**YOUR GOAL:**
List each line of the data that holds the string "Soonawala".

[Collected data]
----

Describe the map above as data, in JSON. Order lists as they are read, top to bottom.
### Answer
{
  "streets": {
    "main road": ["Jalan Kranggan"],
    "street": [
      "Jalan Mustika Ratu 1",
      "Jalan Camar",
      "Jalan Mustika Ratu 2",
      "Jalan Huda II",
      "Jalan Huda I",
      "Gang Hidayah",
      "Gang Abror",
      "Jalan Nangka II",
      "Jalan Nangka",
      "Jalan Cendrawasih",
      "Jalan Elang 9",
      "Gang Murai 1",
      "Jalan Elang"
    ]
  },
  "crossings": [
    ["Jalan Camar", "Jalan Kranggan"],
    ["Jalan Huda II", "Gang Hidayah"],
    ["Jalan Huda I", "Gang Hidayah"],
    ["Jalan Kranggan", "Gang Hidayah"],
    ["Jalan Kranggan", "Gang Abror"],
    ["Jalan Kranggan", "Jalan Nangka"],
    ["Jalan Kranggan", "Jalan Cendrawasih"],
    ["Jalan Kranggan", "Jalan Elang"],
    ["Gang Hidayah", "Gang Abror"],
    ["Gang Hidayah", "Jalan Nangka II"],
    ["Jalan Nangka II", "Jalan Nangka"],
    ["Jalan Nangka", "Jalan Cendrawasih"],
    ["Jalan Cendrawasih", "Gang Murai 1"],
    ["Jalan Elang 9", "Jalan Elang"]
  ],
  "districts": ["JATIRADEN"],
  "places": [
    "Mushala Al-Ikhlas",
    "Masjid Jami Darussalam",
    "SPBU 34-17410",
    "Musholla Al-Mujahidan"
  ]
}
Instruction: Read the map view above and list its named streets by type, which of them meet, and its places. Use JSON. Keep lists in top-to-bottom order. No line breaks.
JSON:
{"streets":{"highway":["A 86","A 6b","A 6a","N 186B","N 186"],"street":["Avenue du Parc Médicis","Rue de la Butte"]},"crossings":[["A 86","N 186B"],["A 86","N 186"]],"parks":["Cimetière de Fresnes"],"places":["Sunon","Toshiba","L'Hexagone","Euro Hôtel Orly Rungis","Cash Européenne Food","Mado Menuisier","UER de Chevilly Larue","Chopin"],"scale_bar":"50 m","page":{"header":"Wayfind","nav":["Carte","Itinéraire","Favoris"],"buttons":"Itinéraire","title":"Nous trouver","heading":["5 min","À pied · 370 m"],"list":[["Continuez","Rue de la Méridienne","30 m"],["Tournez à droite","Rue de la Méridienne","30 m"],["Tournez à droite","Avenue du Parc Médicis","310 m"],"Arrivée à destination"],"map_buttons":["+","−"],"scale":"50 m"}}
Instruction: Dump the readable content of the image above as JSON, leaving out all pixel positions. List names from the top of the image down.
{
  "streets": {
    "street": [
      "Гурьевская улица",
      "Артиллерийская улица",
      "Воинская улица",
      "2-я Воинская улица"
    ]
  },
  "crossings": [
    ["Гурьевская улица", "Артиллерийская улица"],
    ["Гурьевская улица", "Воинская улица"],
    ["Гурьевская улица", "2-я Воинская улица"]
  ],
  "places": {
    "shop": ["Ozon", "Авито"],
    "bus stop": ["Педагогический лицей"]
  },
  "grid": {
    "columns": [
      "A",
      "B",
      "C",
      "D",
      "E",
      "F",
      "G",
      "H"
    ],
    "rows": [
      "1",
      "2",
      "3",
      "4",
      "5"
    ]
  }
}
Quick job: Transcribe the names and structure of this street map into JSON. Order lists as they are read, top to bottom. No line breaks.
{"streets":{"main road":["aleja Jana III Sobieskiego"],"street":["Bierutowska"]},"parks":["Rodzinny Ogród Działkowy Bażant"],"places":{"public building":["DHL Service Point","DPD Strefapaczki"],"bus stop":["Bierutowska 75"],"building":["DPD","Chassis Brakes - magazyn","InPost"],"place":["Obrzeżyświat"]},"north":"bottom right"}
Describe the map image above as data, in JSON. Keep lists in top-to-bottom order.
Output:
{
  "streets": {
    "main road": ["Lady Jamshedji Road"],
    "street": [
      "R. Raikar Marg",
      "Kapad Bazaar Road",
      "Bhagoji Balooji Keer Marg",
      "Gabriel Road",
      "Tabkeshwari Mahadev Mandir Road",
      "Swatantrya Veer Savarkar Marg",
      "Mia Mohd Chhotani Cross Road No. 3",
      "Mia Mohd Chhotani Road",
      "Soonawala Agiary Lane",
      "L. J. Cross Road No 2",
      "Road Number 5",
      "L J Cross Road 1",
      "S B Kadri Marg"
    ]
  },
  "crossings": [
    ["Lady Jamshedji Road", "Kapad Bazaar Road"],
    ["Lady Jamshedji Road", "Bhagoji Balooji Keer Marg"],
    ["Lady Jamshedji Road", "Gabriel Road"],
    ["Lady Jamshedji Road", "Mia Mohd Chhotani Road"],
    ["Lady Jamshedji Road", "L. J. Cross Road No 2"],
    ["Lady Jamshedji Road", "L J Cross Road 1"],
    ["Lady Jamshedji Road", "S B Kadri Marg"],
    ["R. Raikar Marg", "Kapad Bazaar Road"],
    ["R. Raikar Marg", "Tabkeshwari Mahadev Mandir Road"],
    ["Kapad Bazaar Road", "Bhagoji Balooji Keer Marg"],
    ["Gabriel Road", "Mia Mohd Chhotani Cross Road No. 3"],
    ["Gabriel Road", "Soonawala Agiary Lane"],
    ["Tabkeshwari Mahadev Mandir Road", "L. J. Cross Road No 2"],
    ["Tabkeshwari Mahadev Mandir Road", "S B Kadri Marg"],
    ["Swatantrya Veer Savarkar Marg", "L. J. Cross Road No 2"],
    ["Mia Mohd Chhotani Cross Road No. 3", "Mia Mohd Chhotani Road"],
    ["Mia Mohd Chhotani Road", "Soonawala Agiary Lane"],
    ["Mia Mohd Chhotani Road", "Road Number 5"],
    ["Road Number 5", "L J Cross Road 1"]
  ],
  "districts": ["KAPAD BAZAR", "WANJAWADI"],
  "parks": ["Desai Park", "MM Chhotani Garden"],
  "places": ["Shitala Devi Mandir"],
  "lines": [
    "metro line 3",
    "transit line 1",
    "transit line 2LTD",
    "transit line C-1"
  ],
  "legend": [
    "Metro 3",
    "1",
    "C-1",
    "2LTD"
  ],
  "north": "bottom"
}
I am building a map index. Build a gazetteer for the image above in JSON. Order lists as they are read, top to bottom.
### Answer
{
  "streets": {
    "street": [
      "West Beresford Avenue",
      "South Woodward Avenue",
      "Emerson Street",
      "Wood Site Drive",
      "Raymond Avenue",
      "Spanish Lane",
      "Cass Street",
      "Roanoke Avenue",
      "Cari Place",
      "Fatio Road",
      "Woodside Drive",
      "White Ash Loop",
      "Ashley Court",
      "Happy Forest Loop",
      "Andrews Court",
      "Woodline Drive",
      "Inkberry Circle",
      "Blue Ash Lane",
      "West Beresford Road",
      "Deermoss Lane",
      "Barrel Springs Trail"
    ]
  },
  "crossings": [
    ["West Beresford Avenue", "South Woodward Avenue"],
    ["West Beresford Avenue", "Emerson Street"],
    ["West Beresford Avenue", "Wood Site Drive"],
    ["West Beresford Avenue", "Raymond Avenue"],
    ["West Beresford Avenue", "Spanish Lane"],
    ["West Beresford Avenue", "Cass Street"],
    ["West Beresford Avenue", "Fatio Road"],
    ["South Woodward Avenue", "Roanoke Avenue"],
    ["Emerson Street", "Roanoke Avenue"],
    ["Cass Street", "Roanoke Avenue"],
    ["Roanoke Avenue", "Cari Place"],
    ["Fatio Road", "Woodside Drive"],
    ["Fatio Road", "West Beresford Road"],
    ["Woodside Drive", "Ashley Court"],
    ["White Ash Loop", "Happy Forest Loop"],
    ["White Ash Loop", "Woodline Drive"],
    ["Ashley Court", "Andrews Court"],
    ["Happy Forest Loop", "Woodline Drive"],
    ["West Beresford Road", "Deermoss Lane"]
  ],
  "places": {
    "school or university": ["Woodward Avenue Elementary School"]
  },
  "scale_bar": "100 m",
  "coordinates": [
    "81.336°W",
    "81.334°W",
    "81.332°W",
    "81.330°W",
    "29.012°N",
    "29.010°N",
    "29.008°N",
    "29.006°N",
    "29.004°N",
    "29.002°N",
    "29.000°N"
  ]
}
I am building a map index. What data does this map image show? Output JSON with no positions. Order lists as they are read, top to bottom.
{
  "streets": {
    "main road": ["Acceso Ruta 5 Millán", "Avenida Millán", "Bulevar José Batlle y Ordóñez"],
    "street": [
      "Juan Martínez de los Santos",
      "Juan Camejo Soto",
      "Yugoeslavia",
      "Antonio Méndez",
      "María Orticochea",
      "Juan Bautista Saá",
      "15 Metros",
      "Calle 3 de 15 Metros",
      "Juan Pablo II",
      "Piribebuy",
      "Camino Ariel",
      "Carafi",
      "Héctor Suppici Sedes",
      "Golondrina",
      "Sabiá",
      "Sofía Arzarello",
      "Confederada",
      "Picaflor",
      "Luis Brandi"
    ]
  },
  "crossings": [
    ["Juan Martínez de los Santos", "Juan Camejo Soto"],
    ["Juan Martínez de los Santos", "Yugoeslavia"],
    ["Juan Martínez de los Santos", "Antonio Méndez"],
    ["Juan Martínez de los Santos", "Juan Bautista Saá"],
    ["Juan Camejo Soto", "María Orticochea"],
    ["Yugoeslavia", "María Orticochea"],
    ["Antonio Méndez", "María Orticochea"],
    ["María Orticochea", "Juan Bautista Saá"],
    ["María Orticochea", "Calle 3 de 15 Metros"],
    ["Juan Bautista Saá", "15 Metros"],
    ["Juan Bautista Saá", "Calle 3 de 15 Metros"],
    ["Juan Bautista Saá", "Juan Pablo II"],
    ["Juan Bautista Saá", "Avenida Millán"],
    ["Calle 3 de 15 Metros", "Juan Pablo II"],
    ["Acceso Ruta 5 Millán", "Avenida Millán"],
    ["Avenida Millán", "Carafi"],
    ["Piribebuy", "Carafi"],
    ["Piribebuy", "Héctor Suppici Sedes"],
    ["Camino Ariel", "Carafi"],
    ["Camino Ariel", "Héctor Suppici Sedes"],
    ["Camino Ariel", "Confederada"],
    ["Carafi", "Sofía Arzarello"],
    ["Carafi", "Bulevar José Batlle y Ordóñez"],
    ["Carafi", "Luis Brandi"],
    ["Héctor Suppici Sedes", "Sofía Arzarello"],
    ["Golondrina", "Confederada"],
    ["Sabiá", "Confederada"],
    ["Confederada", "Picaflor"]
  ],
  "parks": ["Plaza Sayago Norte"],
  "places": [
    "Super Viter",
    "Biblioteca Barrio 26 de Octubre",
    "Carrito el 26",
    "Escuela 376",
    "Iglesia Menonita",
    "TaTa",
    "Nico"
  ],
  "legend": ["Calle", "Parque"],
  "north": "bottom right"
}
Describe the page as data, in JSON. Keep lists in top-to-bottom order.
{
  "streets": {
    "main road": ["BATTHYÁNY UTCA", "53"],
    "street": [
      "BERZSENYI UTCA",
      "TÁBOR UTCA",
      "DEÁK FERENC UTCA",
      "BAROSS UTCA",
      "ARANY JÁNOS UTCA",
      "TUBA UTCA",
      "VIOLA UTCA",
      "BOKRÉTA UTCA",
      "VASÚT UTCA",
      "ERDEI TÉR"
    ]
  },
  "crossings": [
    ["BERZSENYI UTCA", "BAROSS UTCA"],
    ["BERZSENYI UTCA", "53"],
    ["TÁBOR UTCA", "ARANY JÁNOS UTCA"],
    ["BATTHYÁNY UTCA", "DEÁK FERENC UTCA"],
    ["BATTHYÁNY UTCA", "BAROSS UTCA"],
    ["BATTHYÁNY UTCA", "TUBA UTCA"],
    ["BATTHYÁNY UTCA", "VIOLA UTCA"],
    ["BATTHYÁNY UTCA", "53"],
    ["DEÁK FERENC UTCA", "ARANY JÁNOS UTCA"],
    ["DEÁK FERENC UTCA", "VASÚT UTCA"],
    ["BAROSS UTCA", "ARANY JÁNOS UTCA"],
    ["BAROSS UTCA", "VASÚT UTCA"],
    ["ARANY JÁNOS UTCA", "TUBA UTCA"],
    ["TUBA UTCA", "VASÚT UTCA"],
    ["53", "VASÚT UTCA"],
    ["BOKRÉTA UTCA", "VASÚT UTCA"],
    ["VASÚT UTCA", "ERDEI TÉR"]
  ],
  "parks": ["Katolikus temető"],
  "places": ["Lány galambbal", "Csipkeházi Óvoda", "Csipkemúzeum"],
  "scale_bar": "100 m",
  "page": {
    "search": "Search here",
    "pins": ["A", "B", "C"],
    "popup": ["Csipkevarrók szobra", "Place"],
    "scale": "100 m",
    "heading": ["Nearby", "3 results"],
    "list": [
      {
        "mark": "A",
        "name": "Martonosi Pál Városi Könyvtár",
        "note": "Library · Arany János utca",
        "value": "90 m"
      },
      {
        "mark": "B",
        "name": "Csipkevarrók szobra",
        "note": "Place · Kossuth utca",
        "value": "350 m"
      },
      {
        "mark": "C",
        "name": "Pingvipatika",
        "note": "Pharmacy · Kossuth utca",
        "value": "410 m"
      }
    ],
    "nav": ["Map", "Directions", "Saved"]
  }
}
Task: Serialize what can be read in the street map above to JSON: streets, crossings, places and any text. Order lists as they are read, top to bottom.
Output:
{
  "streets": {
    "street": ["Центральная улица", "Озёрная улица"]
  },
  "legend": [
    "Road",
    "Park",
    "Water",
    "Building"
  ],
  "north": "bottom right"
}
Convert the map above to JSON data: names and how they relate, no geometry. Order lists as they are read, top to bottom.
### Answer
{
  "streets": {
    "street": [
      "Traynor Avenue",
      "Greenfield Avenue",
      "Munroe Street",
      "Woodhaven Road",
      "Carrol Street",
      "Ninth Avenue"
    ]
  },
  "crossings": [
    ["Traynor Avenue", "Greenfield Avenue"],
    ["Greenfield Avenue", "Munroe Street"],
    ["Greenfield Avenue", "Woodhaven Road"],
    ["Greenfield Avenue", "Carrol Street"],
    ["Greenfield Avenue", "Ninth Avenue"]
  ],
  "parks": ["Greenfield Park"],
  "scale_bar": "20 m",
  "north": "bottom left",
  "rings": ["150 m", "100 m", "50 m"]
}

----

**SOLUTION TO THIS EXERCISE:**
      "Soonawala Agiary Lane",
    ["Gabriel Road", "Soonawala Agiary Lane"],
    ["Mia Mohd Chhotani Road", "Soonawala Agiary Lane"],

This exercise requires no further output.